Exploring Site-Specific N6-Methyladenosine Modifications as New Cancer Biomarkers via SERS-Based Single-Cell Assay and Histopathological Imaging

Identifying new cancer biomarkers is crucial for cancer diagnosis. The modification sites of N6-methyladenosine (m6A) significantly influence its regulatory effects on RNA expression and cellular function, suggesting that site-specific m6A modifications may serve as more valuable cancer biomarkers than global m6A or m6A signatures of individual RNA transcripts. However, this potential has largely remained unexplored. In this study, we developed a comprehensive strategy for assessing the clinical value of site-specific m6A modifications via combining the high specificity of an m6A-sensitive DNAzyme with the ultrasensitivity of surface-enhanced Raman scattering (SERS) detection and imaging. Using this strategy, we first identified three m6A sites that could serve as biomarkers for pancreatic cancer diagnosis and breast cancer subtyping through single-cell and tissue extract assays. Further, we spatially mapped m6A modifications on clinical formalin-fixed, paraffin-embedded (FFPE) tissue sections. The SERS imaging of the three m6A sites on tissue sections enabled not only the differentiation of pancreatic ductal adenocarcinoma (PDAC) and breast cancer from normal tissues but also the differentiation between triple-negative breast cancer (TNBC) and luminal A breast cancer (LABC).
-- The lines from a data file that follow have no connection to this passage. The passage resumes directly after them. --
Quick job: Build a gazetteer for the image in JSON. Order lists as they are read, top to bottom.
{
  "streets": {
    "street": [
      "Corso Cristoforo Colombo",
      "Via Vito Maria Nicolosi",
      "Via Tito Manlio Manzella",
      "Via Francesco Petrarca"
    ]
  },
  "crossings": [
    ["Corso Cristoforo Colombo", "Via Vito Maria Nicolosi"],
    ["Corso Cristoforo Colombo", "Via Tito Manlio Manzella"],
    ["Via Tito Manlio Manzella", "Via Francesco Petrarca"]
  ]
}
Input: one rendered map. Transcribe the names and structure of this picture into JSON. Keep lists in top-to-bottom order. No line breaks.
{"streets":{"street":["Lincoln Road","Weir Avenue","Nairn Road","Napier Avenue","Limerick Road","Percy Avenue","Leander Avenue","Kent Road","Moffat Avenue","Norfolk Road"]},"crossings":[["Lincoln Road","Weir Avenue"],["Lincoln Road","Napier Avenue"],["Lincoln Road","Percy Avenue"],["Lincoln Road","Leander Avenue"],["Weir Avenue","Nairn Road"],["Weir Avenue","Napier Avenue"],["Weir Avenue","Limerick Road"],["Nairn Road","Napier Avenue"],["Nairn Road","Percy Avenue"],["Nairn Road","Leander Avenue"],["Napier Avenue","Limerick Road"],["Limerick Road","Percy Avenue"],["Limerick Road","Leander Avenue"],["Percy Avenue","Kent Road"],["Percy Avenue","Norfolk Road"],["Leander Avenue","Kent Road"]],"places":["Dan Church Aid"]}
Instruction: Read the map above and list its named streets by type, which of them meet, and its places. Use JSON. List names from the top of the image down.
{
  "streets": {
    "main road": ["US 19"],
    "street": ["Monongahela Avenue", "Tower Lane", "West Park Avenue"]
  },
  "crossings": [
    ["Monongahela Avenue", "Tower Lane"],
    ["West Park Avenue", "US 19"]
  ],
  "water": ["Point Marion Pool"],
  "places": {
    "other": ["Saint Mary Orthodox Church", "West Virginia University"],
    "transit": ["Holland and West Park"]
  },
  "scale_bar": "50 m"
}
Our strategy exhibits multiple significant merits, including high sensitivity and specificity, preservation of cellular context, versatility across sample types, spatial mapping capability, and minimal sample requirement. It provides a new research paradigm for exploring the clinical implications of epitranscriptomic modifications, holding great promise for advancing cancer diagnosis and precision treatment.